= TASK DIRECTIONS =
Reproduce the top of the data verbatim, through and including the line that contains "Input: one rendered".

(Items from a data source)
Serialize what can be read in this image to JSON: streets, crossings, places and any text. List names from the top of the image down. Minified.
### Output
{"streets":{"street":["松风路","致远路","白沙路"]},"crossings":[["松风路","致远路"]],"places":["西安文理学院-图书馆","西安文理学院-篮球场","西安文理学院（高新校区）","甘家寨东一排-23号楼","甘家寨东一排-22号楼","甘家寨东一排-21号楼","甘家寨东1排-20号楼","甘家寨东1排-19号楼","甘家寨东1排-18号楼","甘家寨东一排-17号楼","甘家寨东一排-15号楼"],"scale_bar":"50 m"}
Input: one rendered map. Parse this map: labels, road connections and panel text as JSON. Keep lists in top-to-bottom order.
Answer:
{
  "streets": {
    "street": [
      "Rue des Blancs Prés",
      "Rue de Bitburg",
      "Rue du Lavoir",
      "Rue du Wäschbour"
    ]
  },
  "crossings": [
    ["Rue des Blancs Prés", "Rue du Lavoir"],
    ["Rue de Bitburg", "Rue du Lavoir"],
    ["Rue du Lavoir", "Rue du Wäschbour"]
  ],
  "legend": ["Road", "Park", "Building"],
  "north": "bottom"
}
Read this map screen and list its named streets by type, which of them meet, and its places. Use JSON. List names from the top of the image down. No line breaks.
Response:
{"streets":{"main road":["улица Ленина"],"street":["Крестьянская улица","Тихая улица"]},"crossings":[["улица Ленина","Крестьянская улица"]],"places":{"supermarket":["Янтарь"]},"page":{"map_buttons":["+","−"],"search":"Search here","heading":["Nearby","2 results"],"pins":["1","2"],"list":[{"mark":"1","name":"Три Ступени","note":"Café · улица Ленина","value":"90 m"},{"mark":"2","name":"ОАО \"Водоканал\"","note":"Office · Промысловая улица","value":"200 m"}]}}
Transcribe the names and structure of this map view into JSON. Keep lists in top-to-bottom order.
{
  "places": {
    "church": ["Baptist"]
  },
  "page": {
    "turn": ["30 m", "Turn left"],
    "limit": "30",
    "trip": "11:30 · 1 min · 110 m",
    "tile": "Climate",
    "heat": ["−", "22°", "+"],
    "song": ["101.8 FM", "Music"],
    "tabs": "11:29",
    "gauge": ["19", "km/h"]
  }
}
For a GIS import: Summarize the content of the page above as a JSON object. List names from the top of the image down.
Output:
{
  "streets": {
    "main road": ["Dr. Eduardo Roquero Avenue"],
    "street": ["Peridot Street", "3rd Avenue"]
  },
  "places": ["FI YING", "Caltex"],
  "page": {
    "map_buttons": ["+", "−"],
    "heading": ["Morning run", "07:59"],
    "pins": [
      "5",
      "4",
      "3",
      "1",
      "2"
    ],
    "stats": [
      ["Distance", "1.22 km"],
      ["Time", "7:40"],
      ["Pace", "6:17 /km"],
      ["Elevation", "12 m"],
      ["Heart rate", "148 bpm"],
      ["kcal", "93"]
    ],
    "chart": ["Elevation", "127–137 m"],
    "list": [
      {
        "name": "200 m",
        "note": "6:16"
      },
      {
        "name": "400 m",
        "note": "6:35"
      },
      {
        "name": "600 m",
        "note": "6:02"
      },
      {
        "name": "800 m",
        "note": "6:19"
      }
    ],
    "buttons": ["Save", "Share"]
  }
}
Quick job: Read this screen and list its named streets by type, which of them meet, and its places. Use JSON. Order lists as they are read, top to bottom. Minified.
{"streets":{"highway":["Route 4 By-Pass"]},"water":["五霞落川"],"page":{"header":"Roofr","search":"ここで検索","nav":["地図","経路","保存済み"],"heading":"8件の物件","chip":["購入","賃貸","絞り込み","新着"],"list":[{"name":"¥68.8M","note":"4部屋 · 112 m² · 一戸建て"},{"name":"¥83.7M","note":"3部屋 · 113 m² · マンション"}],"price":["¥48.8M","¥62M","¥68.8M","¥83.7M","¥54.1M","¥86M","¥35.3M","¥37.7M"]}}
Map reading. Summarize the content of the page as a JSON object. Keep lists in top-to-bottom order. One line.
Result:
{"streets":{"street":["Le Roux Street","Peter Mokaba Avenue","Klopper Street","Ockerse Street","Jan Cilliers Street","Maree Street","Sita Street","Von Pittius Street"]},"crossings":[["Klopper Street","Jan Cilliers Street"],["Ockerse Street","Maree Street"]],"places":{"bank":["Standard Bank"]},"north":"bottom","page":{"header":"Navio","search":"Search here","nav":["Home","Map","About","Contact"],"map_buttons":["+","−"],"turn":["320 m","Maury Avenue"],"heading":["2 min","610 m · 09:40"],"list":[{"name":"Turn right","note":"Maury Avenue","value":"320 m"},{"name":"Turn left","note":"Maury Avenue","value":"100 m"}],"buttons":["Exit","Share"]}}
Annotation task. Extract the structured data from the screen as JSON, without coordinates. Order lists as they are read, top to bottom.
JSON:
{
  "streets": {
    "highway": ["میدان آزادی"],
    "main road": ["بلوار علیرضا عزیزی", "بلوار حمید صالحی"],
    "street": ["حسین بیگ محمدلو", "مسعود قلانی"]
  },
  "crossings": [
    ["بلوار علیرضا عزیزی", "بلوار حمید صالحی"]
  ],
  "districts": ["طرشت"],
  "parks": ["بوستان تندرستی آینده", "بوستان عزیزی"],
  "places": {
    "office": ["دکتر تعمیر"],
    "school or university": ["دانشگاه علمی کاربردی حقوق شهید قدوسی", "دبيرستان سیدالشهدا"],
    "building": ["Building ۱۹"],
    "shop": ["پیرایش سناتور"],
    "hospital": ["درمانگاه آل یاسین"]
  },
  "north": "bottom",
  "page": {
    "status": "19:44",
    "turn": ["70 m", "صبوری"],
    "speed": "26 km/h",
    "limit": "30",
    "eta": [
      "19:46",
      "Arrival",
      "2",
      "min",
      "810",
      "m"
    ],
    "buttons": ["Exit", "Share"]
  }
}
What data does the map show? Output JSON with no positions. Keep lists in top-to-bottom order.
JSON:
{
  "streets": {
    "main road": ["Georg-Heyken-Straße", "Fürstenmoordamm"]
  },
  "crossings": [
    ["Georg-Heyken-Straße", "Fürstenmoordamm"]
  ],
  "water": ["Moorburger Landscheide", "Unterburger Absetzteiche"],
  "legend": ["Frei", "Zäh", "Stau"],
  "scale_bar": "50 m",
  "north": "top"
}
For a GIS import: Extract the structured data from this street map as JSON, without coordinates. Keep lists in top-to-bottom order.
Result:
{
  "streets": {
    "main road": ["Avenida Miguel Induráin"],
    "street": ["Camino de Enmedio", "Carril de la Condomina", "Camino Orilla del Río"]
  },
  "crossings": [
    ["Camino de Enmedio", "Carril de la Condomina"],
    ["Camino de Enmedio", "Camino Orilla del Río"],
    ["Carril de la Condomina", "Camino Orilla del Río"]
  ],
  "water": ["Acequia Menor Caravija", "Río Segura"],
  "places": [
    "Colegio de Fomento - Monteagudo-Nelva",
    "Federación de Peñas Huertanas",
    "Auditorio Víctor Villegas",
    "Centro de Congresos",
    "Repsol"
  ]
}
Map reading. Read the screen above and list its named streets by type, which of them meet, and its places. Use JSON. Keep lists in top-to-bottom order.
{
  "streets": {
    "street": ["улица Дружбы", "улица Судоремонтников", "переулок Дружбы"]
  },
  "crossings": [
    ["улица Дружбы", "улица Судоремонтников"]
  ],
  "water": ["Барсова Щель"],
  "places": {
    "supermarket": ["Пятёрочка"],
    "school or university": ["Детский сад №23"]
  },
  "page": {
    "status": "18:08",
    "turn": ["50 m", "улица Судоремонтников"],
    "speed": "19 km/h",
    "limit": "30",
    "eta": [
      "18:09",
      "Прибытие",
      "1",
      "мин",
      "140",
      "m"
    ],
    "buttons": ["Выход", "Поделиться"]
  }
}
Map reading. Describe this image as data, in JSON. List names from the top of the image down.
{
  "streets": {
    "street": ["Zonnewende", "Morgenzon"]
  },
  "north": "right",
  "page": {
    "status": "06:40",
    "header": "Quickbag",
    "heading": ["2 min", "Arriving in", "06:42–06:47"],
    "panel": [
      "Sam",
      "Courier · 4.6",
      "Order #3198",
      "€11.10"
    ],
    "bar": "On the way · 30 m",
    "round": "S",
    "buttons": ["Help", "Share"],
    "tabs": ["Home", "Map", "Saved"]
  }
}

= THE ANSWER =
Serialize what can be read in this image to JSON: streets, crossings, places and any text. List names from the top of the image down. Minified.
### Output
{"streets":{"street":["松风路","致远路","白沙路"]},"crossings":[["松风路","致远路"]],"places":["西安文理学院-图书馆","西安文理学院-篮球场","西安文理学院（高新校区）","甘家寨东一排-23号楼","甘家寨东一排-22号楼","甘家寨东一排-21号楼","甘家寨东1排-20号楼","甘家寨东1排-19号楼","甘家寨东1排-18号楼","甘家寨东一排-17号楼","甘家寨东一排-15号楼"],"scale_bar":"50 m"}
Input: one rendered map. Parse this map: labels, road connections and panel text as JSON. Keep lists in top-to-bottom order.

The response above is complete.